In the lines below, look for "어린이집". Copy each line where it appears.

Saved data entries
□ □ □

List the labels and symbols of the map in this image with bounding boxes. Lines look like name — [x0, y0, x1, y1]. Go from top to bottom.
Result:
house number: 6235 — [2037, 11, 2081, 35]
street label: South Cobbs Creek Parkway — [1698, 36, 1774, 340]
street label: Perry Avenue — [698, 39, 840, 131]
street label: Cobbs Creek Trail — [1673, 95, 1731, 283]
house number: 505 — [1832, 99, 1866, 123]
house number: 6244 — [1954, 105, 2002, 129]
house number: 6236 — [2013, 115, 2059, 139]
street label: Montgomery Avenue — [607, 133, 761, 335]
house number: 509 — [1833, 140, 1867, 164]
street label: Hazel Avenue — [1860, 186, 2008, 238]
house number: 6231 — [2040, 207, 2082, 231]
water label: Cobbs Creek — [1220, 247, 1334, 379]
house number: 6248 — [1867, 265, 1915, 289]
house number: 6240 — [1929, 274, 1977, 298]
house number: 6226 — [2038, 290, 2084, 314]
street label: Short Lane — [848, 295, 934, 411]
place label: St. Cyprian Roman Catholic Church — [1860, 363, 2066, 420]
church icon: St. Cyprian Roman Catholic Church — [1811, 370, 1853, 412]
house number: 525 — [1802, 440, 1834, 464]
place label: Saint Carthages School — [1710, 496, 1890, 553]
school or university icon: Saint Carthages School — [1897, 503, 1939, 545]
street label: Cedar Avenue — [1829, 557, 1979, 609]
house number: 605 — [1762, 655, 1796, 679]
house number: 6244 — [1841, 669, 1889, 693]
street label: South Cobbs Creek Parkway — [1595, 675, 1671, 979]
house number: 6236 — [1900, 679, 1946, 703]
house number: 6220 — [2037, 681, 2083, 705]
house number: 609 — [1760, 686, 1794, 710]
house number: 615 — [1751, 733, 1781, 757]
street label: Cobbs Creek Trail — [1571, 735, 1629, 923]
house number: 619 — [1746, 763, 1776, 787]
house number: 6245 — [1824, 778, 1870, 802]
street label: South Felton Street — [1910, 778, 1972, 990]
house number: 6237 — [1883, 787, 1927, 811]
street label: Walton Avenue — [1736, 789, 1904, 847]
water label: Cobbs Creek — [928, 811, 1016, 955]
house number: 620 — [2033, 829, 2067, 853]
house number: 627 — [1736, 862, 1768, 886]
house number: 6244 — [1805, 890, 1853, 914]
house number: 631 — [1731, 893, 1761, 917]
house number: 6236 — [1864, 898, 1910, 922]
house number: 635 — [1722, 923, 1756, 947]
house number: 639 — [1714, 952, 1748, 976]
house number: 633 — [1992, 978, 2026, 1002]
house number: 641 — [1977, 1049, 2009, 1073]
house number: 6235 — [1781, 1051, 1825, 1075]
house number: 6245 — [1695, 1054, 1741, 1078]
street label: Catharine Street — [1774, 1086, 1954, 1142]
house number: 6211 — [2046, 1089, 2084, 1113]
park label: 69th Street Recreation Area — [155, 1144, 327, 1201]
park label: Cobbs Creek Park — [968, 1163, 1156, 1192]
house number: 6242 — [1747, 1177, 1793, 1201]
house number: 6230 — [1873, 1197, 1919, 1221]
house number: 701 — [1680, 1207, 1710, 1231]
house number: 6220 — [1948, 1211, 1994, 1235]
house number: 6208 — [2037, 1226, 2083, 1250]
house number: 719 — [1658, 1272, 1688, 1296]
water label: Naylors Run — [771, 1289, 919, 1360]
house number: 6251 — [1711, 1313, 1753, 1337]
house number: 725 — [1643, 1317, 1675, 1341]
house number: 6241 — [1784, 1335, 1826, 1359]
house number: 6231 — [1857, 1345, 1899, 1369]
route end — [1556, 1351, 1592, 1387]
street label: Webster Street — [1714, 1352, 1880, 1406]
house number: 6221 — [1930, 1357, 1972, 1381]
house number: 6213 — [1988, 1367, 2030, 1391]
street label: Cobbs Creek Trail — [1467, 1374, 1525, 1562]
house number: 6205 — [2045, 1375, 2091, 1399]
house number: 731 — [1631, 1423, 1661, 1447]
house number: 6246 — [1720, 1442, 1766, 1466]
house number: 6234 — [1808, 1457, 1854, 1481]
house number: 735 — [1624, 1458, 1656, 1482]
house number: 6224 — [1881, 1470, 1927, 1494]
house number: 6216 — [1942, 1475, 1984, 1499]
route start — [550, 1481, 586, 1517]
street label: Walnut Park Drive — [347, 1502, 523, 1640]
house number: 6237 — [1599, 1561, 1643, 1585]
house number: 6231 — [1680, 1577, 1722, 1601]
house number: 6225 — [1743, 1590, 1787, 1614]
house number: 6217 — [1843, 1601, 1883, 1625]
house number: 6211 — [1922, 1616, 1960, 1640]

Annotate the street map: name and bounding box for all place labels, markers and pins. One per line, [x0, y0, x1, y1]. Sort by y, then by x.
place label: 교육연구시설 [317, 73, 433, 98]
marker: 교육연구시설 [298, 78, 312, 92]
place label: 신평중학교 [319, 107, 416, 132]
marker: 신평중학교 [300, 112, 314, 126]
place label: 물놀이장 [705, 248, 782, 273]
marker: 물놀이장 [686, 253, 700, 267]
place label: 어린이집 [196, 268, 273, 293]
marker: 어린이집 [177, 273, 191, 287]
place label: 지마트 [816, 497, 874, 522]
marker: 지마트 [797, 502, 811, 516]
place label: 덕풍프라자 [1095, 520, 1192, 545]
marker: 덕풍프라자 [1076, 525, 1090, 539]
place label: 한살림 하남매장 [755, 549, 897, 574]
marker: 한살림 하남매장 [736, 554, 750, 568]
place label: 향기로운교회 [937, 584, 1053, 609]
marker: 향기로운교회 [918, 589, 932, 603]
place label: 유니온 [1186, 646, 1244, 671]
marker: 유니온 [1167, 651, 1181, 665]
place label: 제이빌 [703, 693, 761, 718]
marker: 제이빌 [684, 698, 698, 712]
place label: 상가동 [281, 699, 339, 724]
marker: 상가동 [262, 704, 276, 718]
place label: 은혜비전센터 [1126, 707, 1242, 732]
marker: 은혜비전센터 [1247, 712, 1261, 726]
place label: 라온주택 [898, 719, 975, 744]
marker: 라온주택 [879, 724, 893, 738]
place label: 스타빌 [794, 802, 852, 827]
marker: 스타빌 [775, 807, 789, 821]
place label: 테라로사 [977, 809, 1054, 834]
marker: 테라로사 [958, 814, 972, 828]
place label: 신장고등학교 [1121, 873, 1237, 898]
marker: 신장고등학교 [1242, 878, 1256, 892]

□ □ □

* PROBLEM SOLUTION
place label: 어린이집 [196, 268, 273, 293]
marker: 어린이집 [177, 273, 191, 287]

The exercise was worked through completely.